When node protection cannot compute a backup path, the computation falls back to link protection.
Note
LFA and TI-LFA cannot be configured at the same level on the same interface.
Example:
set protocols isis interface eth1 fast-reroute ti-lfa level-2 node-protection link-fallback
Route redistribution
Level-1 IPv4
Configure the redistribution of IPv4 routing information from the specified route source into IS-IS Level-1.
Note
This command requires the router’s IS-IS level to be set to level-1 or
level-1-2.
Example:
set protocols isis redistribute ipv4 bgp level-1
Configure the IS-IS metric for IPv4 routes redistributed from the specified route source into IS-IS Level-1.
Note
This command requires the router’s IS-IS level to be set to level-1 or
level-1-2.
Example:
set protocols isis redistribute ipv4 bgp level-1 metric 50
Apply a route-map to IPv4 routes redistributed from the specified route source into IS-IS Level-1.
Only routes permitted by the route-map are redistributed. The route-map can modify the metric and tag of permitted routes.
Note
This command requires the router’s IS-IS level to be set to level-1 or
level-1-2.
Example:
set protocols isis redistribute ipv4 bgp level-1 route-map BGP-TO-ISIS
Level-1 IPv6
Configure the redistribution of IPv6 routing information from the specified route source into IS-IS Level-1.
Note
This command requires the router’s IS-IS level to be set to level-1 or
level-1-2.
Example:
set protocols isis redistribute ipv6 bgp level-1
Configure the IS-IS metric for IPv6 routes redistributed from the specified route source into IS-IS Level-1.
Note
This command requires the router’s IS-IS level to be set to level-1 or
level-1-2.
Example:
set protocols isis redistribute ipv6 bgp level-1 metric 50
Apply a route-map to IPv6 routes redistributed from the specified route source into IS-IS Level-1.

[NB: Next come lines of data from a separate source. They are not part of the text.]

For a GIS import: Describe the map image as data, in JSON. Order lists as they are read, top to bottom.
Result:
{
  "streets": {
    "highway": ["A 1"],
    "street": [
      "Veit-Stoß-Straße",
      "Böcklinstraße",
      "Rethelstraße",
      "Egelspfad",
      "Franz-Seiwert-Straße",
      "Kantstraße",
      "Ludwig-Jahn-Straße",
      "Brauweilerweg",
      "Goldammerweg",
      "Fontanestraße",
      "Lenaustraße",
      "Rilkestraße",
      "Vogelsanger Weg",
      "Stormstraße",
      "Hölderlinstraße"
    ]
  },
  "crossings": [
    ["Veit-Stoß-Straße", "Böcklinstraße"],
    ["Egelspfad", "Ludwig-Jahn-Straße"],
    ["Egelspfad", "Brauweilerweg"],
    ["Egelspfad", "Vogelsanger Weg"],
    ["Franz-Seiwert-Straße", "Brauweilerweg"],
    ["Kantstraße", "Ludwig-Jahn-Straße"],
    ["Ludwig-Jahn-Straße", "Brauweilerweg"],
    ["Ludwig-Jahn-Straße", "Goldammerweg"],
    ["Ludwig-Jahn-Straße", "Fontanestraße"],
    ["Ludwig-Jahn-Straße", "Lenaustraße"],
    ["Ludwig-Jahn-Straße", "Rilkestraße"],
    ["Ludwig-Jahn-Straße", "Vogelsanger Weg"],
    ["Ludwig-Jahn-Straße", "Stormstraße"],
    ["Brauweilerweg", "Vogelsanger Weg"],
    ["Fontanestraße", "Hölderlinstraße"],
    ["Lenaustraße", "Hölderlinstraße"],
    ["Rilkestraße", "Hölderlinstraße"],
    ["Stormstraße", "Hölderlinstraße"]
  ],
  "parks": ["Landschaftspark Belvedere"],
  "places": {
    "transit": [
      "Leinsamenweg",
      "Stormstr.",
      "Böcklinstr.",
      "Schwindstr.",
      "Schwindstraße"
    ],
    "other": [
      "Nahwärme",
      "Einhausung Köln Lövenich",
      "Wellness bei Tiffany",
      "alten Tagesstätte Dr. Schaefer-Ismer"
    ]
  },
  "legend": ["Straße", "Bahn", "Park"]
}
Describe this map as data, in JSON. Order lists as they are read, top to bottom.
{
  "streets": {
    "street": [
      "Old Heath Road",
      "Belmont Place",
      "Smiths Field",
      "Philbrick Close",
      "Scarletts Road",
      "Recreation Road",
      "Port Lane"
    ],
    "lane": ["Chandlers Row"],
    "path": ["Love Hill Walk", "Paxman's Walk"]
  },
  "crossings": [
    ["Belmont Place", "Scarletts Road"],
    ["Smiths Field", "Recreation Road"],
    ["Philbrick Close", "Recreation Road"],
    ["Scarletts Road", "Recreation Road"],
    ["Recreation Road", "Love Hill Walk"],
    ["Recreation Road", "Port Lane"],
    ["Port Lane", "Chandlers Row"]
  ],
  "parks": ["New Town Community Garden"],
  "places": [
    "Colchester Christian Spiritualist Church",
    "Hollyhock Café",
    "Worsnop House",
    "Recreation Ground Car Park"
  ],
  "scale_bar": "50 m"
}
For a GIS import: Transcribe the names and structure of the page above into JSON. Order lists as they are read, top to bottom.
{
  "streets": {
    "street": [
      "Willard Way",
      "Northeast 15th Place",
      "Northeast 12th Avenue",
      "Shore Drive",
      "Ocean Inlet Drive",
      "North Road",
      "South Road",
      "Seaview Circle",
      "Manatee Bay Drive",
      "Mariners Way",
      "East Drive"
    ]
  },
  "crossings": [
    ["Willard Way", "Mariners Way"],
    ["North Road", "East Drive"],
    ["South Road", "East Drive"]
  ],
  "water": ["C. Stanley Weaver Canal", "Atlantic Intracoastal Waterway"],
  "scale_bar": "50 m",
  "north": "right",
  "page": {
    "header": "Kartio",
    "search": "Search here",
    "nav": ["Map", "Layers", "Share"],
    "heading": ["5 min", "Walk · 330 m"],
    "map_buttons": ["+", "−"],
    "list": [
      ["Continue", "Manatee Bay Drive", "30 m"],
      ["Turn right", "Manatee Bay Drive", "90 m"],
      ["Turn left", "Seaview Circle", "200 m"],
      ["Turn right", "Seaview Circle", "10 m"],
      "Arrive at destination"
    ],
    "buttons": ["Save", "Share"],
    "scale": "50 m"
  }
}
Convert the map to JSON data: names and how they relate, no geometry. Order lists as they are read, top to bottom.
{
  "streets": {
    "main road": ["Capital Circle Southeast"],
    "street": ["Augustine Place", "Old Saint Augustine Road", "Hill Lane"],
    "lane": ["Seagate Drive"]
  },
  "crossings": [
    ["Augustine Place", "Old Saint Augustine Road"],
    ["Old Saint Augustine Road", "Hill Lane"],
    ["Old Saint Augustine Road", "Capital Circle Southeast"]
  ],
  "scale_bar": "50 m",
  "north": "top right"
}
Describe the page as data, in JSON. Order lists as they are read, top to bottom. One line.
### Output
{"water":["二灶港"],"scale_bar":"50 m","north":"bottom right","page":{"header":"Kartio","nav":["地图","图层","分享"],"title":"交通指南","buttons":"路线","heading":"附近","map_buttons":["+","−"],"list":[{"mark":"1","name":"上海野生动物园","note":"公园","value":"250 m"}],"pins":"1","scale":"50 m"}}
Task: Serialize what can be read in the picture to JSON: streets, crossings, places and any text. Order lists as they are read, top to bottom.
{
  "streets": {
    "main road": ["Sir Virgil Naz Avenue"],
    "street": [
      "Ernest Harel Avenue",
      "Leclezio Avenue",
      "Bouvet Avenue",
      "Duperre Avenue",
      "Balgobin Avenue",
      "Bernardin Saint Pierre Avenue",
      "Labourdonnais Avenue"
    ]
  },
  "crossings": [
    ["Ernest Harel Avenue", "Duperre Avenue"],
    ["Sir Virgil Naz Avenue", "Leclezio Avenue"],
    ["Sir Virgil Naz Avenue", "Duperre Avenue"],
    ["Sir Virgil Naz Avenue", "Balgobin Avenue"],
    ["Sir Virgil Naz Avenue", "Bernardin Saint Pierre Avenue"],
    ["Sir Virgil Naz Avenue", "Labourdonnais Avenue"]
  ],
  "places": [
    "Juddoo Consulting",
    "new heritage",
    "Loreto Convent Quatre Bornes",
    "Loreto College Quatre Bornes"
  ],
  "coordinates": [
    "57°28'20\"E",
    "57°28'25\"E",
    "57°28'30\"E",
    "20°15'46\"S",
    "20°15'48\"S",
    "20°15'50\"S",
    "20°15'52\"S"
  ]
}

Only routes permitted by the route-map are redistributed. The route-map can modify the metric and tag of permitted routes.
Note
This command requires the router’s IS-IS level to be set to level-1 or
level-1-2.
Example:
set protocols isis redistribute ipv6 bgp level-1 route-map BGP-TO-ISIS
Level-2 IPv4
Configure the redistribution of IPv4 routing information from the specified route source into IS-IS Level-2.
Note
This command requires the router’s IS-IS level to be set to level-2 or
level-1-2.
Example:
set protocols isis redistribute ipv4 bgp level-2
Configure the IS-IS metric for IPv4 routes redistributed from the specified route source into IS-IS Level-2.
Note
This command requires the router’s IS-IS level to be set to level-2 or
level-1-2.
Example:
set protocols isis redistribute ipv4 bgp level-2 metric 50
Apply a route-map to IPv4 routes redistributed from the specified route source into IS-IS Level-2.
Only routes permitted by the route-map are redistributed. The route-map can modify the metric and tag of permitted routes.
Note
This command requires the router’s IS-IS level to be set to level-2 or
level-1-2.
Example:
set protocols isis redistribute ipv4 bgp level-2 route-map BGP-TO-ISIS
Level-2 IPv6
Configure the redistribution of IPv6 routing information from the specified route source into IS-IS Level-2.
Note
This command requires the router’s IS-IS level to be set to level-2 or
level-1-2.
Example:
set protocols isis redistribute ipv6 bgp level-2
Configure the IS-IS metric for IPv6 routes redistributed from the specified route source into IS-IS Level-2.
Note
This command requires the router’s IS-IS level to be set to level-2 or
level-1-2.
Example:
set protocols isis redistribute ipv6 bgp level-2 metric 50
Apply a route-map to IPv6 routes redistributed from the specified route source into IS-IS Level-2.
Only routes permitted by the route-map are redistributed. The route-map can modify the metric and tag of permitted routes.
Note
This command requires the router’s IS-IS level to be set to level-2 or
level-1-2.
Example:
set protocols isis redistribute ipv6 bgp level-2 route-map BGP-TO-ISIS
Timers
Configure the minimum interval, in seconds, between consecutive regenerations of this router’s own LSP.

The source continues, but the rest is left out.